On the role of memorization in learned priors for geophysical inverse problems

arXiv stat.ML / 3/23/2026

📰 NewsIdeas & Deep AnalysisModels & Research

Key Points

  • The paper analyzes memorization risks in learned priors trained on limited geophysical data for seismic inversion.
  • It shows that the posterior under a memorized prior behaves like a reweighted empirical distribution, effectively a likelihood-weighted lookup of training examples.
  • In diffusion models, memorization yields a Gaussian mixture prior, and linearizing the forward operator around training examples yields a Gaussian mixture posterior with widths and shifts governed by local Jacobians.
  • The authors validate these predictions on a stylized inverse problem and illustrate the practical consequences through diffusion posterior sampling for full waveform inversion.
  • These results highlight potential memorization effects when using data-driven priors in geophysics and suggest caution in training and applying such models with scarce data.

Abstract

Learned priors based on deep generative models offer data-driven regularization for seismic inversion, but training them requires a dataset of representative subsurface models -- a resource that is inherently scarce in geoscience applications.
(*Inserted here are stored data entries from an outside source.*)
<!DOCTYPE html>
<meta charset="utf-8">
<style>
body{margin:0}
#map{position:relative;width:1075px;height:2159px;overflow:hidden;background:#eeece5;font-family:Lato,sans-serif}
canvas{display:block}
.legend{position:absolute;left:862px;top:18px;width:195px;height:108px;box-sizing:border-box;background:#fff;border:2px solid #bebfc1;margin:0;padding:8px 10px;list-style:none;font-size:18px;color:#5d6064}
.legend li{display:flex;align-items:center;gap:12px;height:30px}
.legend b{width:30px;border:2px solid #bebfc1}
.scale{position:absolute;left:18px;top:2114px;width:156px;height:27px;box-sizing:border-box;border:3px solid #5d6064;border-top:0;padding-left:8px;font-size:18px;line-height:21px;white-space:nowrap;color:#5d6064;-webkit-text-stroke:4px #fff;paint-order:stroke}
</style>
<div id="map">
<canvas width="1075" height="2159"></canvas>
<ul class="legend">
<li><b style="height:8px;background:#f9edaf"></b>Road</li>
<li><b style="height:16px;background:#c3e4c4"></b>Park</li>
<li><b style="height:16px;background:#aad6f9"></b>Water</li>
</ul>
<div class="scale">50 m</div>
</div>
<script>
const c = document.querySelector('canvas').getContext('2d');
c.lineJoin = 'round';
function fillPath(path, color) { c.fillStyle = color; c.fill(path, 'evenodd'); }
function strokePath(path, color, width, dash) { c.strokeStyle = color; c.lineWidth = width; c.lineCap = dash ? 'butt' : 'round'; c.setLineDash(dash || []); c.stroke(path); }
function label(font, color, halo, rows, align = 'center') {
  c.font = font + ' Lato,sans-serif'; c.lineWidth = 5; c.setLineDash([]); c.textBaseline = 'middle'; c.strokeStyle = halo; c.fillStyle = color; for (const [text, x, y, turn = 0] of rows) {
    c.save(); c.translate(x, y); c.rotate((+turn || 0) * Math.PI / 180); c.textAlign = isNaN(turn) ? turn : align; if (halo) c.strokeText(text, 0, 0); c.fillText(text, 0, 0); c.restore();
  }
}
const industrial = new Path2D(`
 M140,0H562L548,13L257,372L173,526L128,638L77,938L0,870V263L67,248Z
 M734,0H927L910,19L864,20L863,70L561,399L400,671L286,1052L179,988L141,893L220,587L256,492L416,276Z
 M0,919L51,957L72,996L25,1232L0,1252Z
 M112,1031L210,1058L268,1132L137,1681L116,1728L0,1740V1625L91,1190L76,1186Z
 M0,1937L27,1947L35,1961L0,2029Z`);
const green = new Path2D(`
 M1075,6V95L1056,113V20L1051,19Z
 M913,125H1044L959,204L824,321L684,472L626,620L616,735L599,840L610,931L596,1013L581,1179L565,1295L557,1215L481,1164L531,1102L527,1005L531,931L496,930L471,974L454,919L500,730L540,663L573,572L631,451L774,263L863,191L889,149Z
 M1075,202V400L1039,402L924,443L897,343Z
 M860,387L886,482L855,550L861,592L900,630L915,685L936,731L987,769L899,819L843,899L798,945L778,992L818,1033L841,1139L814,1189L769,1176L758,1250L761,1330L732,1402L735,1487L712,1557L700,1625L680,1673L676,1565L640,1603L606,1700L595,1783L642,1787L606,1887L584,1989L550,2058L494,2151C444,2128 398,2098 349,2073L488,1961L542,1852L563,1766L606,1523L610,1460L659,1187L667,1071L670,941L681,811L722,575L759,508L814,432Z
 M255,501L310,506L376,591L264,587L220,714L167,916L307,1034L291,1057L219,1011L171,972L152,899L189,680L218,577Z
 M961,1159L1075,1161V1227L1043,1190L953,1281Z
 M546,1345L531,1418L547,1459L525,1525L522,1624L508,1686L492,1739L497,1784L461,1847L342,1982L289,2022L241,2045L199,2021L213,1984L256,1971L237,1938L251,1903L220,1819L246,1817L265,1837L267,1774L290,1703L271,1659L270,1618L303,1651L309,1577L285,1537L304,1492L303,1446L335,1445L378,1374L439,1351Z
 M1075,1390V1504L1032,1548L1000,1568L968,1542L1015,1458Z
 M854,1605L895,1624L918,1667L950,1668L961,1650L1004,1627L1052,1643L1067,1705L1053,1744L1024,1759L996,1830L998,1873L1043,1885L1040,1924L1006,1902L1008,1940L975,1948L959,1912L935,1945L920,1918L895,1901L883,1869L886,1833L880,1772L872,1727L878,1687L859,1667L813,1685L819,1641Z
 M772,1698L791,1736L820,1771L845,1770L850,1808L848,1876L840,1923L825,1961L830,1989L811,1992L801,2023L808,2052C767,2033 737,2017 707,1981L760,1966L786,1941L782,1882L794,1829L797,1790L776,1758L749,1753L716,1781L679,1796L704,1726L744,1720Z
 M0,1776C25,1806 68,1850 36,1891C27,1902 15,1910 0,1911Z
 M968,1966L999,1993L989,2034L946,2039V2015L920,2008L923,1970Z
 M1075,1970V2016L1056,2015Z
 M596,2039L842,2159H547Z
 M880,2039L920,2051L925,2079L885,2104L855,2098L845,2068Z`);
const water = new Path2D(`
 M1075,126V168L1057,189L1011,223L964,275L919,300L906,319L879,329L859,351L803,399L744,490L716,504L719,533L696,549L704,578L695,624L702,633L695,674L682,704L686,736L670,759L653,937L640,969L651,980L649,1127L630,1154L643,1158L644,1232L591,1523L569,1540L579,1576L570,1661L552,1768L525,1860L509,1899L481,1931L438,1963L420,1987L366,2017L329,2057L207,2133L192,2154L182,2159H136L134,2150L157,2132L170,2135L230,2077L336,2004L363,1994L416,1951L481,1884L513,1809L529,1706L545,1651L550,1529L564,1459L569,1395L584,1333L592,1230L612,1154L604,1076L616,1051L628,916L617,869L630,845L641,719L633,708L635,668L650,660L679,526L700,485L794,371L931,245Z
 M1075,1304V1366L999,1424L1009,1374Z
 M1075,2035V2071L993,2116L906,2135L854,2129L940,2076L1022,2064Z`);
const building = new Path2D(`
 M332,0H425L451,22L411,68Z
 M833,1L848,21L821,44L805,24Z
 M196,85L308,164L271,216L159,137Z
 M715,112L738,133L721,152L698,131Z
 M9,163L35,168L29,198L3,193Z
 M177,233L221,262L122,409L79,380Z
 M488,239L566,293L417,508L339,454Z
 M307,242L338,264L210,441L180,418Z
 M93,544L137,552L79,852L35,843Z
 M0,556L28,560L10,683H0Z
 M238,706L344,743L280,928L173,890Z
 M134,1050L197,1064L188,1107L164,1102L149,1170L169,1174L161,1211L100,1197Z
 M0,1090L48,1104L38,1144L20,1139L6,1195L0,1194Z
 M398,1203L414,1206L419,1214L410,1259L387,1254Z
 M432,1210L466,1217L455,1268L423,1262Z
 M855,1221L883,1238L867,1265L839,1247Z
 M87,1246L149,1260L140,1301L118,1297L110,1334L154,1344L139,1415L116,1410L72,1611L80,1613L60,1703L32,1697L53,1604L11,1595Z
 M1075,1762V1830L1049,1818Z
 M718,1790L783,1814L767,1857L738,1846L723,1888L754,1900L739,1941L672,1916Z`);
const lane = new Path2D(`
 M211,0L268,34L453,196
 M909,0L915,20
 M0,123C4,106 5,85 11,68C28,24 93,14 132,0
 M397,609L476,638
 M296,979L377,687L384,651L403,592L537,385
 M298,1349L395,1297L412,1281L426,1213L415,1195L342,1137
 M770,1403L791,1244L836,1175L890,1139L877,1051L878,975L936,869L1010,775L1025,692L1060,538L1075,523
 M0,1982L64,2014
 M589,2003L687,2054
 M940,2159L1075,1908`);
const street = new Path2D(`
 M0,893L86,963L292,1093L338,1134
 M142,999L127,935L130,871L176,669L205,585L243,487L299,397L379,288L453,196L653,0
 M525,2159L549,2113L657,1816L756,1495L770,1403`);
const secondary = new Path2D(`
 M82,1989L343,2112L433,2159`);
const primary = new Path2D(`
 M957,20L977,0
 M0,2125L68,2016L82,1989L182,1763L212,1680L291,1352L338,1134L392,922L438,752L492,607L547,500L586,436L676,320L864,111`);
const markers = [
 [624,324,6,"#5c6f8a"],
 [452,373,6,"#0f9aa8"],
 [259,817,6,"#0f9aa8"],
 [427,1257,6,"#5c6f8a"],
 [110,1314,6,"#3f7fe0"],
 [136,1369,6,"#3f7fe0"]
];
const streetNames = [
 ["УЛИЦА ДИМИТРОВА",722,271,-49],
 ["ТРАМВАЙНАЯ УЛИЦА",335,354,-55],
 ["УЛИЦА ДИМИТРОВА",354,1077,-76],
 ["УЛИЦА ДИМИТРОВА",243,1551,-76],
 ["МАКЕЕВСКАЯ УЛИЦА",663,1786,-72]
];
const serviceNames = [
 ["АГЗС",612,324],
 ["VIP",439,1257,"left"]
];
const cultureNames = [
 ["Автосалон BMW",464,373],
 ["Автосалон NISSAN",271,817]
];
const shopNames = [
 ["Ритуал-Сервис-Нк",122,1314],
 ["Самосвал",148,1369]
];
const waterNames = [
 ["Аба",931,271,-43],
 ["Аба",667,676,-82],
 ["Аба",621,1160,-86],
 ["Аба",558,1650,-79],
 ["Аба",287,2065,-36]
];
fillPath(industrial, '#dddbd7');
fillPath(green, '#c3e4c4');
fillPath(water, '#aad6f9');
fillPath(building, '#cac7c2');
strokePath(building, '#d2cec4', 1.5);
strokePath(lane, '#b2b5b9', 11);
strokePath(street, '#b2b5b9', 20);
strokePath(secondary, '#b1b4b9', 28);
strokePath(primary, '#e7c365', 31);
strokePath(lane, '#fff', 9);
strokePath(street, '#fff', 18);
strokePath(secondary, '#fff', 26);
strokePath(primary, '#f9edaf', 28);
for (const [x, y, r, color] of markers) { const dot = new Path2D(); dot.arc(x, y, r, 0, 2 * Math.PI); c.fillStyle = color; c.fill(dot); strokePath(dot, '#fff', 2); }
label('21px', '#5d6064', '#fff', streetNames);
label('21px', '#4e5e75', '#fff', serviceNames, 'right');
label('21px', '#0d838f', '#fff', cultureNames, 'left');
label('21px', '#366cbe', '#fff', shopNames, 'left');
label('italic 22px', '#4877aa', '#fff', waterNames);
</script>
Since the training objective of most generative models can be cast as maximum likelihood on a finite dataset, any such model risks converging to the empirical distribution -- effectively memorizing the training examples rather than learning the underlying geological distribution. We show that the posterior under such a memorized prior reduces to a reweighted empirical distribution -- i.e., a likelihood-weighted lookup among the stored training examples. For diffusion models specifically, memorization yields a Gaussian mixture prior in closed form, and linearizing the forward operator around each training example gives a Gaussian mixture posterior whose components have widths and shifts governed by the local Jacobian. We validate these predictions on a stylized inverse problem and demonstrate the consequences of memorization through diffusion posterior sampling for full waveform inversion.